* Requirement *
The answer must be one number: how many lines in the records below contain the string "linear".

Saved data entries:

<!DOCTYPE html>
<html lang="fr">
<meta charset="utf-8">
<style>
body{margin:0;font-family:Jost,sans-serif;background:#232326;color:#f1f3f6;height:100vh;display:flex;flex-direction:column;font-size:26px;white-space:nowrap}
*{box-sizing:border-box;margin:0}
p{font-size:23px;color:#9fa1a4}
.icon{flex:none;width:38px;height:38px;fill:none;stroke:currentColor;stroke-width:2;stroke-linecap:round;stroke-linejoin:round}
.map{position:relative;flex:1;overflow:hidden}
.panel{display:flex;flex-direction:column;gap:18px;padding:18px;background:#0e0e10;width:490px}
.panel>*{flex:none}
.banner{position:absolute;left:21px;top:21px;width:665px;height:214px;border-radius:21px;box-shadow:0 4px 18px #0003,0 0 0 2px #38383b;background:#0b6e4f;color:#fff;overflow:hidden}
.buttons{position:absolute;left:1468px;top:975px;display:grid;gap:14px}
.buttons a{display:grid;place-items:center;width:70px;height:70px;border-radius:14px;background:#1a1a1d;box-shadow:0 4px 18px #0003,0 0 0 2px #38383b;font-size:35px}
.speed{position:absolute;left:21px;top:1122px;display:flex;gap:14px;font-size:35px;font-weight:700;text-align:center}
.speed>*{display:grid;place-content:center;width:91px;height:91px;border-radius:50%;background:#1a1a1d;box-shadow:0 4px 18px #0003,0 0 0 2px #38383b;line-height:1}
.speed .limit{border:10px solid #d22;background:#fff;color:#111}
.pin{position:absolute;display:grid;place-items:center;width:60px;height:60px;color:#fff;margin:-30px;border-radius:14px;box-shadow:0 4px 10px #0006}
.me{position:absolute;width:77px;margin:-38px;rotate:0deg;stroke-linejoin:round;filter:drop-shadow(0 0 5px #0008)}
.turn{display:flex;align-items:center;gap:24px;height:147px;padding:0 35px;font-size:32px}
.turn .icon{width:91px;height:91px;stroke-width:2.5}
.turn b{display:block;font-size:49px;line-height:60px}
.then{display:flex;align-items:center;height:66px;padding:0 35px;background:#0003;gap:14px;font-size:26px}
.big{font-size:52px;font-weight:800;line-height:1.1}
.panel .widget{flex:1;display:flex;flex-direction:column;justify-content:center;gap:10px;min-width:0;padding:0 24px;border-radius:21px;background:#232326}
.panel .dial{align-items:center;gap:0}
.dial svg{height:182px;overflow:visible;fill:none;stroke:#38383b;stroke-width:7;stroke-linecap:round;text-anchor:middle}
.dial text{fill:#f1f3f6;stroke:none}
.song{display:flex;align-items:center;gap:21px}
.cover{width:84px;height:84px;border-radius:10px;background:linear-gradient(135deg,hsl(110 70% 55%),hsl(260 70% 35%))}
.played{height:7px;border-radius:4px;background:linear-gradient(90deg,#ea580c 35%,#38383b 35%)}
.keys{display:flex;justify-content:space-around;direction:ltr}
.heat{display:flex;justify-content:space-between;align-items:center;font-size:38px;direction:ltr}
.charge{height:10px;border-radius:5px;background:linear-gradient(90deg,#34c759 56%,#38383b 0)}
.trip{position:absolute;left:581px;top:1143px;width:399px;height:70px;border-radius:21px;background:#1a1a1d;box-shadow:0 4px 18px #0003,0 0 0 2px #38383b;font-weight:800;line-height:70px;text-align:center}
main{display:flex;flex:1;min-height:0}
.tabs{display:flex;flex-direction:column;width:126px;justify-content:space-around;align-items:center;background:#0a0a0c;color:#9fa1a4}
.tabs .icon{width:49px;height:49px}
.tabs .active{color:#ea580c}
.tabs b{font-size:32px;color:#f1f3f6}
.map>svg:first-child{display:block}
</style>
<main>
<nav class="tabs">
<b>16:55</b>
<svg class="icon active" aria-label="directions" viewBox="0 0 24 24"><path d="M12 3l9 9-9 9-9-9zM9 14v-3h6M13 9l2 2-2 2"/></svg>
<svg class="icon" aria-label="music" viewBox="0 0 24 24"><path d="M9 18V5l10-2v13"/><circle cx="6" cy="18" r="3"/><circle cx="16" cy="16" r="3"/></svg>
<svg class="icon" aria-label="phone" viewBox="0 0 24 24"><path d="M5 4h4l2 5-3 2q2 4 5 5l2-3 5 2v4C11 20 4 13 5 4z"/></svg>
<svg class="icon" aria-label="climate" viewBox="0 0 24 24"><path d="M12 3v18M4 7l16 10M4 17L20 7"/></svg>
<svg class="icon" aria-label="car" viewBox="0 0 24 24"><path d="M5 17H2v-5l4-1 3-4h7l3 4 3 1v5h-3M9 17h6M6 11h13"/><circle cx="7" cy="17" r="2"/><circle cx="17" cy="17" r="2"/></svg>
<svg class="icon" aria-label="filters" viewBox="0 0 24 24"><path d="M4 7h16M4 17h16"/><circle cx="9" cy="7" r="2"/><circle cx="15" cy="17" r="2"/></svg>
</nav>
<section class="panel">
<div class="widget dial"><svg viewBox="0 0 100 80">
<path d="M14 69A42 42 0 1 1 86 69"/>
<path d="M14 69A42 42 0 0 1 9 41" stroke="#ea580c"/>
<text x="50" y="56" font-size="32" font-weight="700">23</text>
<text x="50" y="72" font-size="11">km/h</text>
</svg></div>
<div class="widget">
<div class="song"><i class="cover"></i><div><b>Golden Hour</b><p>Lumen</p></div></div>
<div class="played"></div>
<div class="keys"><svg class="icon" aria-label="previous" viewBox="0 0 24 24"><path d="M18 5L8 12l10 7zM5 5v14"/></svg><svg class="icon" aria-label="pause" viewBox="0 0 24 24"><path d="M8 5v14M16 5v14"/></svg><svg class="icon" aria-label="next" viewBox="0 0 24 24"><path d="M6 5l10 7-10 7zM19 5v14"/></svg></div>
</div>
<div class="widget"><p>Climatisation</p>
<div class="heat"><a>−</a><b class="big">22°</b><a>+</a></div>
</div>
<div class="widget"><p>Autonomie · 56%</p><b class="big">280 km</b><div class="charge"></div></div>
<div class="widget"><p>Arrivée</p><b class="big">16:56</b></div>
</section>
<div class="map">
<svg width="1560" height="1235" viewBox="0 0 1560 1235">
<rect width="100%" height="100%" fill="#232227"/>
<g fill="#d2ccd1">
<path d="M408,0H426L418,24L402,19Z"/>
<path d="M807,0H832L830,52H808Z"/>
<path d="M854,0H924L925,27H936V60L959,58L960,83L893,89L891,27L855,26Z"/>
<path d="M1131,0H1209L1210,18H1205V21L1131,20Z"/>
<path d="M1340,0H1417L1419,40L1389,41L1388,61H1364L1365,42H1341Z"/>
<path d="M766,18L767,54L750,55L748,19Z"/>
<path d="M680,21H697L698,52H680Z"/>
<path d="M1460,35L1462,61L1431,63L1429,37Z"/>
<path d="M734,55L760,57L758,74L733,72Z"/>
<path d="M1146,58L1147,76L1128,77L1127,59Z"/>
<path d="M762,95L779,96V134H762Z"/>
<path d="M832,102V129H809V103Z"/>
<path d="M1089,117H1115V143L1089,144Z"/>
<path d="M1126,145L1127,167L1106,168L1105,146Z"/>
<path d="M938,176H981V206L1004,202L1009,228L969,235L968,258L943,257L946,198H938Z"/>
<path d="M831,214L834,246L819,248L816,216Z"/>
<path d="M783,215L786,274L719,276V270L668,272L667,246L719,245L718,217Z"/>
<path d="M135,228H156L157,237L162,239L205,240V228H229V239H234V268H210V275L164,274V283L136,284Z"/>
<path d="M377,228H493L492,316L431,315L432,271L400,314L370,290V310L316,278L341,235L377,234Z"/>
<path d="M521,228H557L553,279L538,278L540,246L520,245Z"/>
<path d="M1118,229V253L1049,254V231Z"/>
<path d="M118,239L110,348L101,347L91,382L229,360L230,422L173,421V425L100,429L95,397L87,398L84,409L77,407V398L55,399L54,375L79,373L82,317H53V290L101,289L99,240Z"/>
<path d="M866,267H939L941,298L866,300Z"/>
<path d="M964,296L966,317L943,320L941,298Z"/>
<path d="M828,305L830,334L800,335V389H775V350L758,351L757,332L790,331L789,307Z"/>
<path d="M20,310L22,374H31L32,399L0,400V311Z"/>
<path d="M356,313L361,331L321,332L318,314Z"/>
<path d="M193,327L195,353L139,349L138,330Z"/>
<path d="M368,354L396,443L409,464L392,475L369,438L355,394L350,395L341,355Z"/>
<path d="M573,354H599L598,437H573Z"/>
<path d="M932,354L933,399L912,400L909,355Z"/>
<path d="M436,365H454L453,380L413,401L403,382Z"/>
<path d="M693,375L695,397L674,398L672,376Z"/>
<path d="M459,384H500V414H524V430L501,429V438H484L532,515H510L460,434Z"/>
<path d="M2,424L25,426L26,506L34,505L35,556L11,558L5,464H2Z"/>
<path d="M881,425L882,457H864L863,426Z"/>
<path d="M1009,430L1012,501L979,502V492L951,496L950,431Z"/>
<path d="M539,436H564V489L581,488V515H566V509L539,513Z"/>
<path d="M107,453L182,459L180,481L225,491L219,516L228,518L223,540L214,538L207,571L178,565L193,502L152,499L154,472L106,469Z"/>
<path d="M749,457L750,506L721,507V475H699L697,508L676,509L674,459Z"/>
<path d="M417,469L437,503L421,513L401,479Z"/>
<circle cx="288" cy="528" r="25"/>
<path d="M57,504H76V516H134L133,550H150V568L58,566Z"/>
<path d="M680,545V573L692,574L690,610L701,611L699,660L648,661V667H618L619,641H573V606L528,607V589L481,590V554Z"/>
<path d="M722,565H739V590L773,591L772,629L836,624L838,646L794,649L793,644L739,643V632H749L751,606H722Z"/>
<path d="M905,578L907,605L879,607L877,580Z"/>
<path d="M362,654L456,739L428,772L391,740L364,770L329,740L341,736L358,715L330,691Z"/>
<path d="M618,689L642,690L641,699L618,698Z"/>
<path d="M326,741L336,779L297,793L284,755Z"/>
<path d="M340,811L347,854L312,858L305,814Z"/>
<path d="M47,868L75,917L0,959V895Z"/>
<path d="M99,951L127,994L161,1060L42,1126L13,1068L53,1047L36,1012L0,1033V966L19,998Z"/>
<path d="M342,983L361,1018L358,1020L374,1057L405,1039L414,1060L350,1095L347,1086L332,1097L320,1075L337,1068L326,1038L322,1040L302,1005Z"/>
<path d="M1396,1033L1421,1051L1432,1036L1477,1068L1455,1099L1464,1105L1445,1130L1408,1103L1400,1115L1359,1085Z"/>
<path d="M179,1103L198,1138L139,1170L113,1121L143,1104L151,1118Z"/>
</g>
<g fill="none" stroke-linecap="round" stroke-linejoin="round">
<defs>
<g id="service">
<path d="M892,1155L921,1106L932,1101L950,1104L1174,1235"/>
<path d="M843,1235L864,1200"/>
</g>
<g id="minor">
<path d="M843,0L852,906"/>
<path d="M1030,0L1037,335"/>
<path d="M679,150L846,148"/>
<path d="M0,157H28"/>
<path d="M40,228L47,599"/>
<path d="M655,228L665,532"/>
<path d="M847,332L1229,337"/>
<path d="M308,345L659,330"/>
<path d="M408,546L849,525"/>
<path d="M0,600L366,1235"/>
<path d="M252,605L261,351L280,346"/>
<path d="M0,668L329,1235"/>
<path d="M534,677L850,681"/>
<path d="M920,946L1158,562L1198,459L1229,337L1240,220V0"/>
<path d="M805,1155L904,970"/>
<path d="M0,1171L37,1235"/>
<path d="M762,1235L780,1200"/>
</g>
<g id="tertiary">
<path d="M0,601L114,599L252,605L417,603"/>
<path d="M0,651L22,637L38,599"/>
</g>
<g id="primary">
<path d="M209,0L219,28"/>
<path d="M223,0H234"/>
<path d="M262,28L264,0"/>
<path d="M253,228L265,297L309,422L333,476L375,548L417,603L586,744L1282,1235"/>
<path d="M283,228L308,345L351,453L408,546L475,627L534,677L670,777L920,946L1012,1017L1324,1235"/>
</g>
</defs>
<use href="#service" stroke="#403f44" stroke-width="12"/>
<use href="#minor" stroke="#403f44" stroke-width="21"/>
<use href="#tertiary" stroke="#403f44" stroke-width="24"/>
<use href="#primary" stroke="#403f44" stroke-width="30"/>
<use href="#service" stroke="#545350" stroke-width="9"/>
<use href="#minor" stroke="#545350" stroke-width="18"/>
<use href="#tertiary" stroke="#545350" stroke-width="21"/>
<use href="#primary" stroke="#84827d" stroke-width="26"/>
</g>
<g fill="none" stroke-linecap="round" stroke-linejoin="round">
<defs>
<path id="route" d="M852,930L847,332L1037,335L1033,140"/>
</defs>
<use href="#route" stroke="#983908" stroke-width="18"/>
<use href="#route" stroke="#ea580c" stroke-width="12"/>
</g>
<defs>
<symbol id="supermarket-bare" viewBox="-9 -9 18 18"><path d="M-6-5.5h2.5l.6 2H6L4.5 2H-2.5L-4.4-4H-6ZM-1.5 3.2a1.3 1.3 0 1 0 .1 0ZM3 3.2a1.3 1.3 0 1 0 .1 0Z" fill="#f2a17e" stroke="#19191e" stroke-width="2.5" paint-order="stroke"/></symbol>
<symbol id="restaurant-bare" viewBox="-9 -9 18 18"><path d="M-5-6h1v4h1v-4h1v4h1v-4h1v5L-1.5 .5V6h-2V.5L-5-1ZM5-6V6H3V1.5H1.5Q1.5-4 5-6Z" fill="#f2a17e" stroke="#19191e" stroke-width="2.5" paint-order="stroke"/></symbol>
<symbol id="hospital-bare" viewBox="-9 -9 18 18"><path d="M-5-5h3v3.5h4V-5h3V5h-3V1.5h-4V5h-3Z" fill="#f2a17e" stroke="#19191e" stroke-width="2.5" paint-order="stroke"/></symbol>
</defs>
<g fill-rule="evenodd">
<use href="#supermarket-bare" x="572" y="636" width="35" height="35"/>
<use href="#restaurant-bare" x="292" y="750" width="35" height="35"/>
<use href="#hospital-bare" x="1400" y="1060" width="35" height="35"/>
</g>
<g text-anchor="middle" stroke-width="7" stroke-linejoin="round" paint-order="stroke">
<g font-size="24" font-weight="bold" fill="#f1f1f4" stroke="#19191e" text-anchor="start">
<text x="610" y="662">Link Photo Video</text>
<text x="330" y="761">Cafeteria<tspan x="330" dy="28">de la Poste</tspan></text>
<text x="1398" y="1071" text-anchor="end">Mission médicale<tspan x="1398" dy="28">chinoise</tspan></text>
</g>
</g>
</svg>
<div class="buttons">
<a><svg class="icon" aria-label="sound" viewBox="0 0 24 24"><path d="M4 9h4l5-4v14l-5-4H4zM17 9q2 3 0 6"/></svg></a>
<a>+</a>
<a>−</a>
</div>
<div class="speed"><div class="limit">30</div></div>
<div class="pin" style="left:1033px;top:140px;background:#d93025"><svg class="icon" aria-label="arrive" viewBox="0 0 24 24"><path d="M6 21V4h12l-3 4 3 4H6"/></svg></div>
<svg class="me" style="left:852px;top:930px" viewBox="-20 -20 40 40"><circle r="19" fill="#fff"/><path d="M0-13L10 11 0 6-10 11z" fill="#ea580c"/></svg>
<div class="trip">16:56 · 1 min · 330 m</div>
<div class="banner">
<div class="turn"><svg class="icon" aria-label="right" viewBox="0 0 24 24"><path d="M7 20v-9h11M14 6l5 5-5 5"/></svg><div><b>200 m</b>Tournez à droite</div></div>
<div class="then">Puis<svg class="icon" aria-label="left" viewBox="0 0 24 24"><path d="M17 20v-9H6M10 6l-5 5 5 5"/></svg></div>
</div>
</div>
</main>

* Solution to this task *
3